Show only those lines of the entries where the string "html" is found.

== Segment start ==

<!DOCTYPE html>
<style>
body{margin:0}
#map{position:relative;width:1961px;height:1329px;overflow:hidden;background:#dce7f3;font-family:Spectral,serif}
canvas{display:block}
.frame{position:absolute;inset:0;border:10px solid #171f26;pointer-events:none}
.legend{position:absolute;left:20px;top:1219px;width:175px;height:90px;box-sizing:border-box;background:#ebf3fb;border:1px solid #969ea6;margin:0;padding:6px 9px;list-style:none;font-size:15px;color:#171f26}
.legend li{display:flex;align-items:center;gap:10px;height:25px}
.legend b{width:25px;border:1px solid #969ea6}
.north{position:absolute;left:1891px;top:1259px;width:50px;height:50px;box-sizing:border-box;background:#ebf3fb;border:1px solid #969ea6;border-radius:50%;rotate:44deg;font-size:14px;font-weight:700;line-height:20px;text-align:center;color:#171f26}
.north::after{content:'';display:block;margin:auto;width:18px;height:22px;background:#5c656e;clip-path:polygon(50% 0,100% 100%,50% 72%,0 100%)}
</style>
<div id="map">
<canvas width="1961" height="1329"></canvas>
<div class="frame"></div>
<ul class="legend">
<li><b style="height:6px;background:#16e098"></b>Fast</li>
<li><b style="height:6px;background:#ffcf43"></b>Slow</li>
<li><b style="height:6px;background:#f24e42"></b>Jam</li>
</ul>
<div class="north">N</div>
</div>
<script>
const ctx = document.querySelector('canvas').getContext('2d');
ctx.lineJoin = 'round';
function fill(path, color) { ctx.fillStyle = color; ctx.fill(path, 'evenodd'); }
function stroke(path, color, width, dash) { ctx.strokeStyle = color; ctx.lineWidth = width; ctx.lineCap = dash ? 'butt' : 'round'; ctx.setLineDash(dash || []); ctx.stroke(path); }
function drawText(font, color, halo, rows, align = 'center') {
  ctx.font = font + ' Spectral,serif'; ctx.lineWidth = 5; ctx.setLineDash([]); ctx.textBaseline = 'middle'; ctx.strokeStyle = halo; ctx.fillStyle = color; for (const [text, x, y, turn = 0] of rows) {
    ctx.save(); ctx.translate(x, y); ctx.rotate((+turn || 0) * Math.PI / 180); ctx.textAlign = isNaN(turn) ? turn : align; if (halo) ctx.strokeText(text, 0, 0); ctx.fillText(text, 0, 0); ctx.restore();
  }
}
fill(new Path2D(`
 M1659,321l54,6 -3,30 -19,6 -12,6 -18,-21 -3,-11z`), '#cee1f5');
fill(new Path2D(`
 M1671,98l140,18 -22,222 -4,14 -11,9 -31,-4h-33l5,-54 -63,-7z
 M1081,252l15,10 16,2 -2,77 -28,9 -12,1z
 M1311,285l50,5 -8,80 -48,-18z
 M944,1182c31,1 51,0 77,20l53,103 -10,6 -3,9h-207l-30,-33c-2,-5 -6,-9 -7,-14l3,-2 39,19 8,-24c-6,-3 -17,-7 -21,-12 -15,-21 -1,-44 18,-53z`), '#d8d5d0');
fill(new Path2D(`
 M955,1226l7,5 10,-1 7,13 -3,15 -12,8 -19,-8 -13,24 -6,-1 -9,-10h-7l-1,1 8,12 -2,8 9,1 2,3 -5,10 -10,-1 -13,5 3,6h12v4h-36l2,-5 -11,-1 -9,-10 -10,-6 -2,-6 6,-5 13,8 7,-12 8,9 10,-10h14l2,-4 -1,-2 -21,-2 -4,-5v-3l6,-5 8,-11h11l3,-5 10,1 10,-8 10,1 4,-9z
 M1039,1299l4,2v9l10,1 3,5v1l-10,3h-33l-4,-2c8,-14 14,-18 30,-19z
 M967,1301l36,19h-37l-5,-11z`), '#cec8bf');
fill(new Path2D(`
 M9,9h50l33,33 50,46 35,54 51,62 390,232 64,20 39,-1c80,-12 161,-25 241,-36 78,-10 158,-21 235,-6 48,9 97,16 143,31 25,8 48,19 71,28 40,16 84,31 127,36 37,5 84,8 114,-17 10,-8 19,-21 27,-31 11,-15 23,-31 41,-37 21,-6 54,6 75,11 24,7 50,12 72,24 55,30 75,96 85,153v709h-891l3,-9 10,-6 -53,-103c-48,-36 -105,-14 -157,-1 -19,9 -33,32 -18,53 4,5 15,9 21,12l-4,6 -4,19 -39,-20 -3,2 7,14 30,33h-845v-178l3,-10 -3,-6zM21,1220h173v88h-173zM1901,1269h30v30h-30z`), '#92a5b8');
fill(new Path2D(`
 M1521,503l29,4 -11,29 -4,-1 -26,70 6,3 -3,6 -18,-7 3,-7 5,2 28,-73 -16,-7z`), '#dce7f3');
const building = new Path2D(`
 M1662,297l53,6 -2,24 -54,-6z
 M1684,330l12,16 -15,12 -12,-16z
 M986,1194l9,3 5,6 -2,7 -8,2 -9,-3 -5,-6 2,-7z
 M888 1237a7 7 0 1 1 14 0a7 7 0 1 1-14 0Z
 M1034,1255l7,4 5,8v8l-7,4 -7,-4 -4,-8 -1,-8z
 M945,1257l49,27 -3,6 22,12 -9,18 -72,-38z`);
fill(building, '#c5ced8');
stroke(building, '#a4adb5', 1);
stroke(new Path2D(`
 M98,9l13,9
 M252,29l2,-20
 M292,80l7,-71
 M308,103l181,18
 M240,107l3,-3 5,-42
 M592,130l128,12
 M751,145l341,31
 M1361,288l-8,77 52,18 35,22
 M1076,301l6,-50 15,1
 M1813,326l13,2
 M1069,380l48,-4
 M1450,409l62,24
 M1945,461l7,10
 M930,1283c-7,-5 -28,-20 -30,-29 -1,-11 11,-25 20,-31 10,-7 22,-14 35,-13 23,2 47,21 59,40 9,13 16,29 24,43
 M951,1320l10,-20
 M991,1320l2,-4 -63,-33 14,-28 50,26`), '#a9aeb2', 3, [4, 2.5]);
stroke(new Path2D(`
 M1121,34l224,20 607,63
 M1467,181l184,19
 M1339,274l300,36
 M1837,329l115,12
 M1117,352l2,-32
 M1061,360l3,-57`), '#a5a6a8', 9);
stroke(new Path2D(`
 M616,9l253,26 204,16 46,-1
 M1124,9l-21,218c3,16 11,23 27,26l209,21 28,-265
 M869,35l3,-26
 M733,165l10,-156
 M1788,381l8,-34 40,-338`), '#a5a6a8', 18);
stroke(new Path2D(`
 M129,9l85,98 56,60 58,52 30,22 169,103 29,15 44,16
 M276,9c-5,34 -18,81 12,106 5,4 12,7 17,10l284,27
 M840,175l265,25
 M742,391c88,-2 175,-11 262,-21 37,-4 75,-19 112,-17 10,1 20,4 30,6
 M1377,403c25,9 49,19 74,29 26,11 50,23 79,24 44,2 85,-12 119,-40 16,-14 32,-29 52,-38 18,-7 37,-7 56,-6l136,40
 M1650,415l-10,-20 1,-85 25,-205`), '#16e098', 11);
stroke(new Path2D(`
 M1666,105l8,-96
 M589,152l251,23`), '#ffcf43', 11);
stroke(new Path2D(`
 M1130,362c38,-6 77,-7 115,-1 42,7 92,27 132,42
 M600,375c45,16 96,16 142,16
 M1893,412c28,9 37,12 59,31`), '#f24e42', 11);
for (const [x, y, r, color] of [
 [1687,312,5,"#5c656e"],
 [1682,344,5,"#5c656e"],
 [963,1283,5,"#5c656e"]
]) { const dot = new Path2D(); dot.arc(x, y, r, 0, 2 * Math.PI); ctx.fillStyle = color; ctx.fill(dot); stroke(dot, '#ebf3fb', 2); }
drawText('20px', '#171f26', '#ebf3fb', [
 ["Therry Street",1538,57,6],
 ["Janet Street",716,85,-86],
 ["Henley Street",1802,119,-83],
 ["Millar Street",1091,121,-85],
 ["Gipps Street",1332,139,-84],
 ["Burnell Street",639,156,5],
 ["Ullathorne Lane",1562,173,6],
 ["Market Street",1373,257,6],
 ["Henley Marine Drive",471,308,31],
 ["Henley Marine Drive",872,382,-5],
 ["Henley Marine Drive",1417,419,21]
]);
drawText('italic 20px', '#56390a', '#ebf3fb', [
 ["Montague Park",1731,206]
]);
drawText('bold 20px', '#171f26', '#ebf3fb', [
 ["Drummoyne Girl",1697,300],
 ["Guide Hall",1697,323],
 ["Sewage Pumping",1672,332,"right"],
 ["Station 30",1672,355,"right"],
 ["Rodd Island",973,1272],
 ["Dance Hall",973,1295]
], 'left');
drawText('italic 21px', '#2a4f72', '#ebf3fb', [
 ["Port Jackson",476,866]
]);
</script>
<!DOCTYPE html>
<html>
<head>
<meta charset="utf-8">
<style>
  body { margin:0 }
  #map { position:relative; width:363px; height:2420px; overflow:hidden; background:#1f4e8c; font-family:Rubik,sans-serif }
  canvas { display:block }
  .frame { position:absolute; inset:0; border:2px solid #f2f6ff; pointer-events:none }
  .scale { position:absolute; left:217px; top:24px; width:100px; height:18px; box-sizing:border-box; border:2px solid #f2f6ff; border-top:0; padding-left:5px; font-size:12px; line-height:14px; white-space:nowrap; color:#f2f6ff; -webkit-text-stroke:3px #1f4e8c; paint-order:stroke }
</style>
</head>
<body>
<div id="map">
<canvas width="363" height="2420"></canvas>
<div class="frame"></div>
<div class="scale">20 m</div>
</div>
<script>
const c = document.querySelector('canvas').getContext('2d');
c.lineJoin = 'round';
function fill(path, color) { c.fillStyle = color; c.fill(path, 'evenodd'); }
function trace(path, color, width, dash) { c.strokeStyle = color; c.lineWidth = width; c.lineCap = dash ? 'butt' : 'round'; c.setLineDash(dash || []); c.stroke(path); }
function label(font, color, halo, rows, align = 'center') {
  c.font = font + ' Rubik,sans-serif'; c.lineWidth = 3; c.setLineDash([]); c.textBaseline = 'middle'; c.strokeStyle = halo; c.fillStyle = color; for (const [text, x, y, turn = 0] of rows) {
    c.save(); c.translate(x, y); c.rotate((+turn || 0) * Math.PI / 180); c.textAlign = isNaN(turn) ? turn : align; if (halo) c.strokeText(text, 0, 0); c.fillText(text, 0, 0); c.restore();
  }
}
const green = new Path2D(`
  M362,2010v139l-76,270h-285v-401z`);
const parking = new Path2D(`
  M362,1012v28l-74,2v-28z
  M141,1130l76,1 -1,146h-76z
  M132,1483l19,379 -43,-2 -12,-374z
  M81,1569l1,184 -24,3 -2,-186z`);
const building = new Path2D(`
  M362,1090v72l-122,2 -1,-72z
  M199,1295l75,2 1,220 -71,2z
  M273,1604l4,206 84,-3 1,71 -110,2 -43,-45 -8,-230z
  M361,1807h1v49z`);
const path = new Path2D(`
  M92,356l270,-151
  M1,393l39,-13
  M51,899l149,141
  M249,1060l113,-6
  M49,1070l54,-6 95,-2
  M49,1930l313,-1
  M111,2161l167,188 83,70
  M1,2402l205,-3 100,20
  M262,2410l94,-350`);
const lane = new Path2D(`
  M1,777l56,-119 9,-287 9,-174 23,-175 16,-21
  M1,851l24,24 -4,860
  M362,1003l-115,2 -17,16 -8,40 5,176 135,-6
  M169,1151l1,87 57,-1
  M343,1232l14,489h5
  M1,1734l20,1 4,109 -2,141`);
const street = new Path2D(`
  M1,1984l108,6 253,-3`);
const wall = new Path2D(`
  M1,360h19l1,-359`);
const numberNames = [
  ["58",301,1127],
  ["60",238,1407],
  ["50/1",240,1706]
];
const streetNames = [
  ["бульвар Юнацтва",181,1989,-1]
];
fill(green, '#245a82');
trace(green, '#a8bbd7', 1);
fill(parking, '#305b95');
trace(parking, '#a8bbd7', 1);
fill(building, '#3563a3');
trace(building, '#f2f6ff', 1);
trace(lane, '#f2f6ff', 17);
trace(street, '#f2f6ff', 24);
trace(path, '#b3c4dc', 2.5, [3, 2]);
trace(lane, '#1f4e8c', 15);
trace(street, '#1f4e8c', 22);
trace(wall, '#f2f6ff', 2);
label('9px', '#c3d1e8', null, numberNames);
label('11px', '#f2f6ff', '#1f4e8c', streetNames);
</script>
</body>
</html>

== Segment end ==

■ **Output**:
<!DOCTYPE html>
<!DOCTYPE html>
<html>
</html>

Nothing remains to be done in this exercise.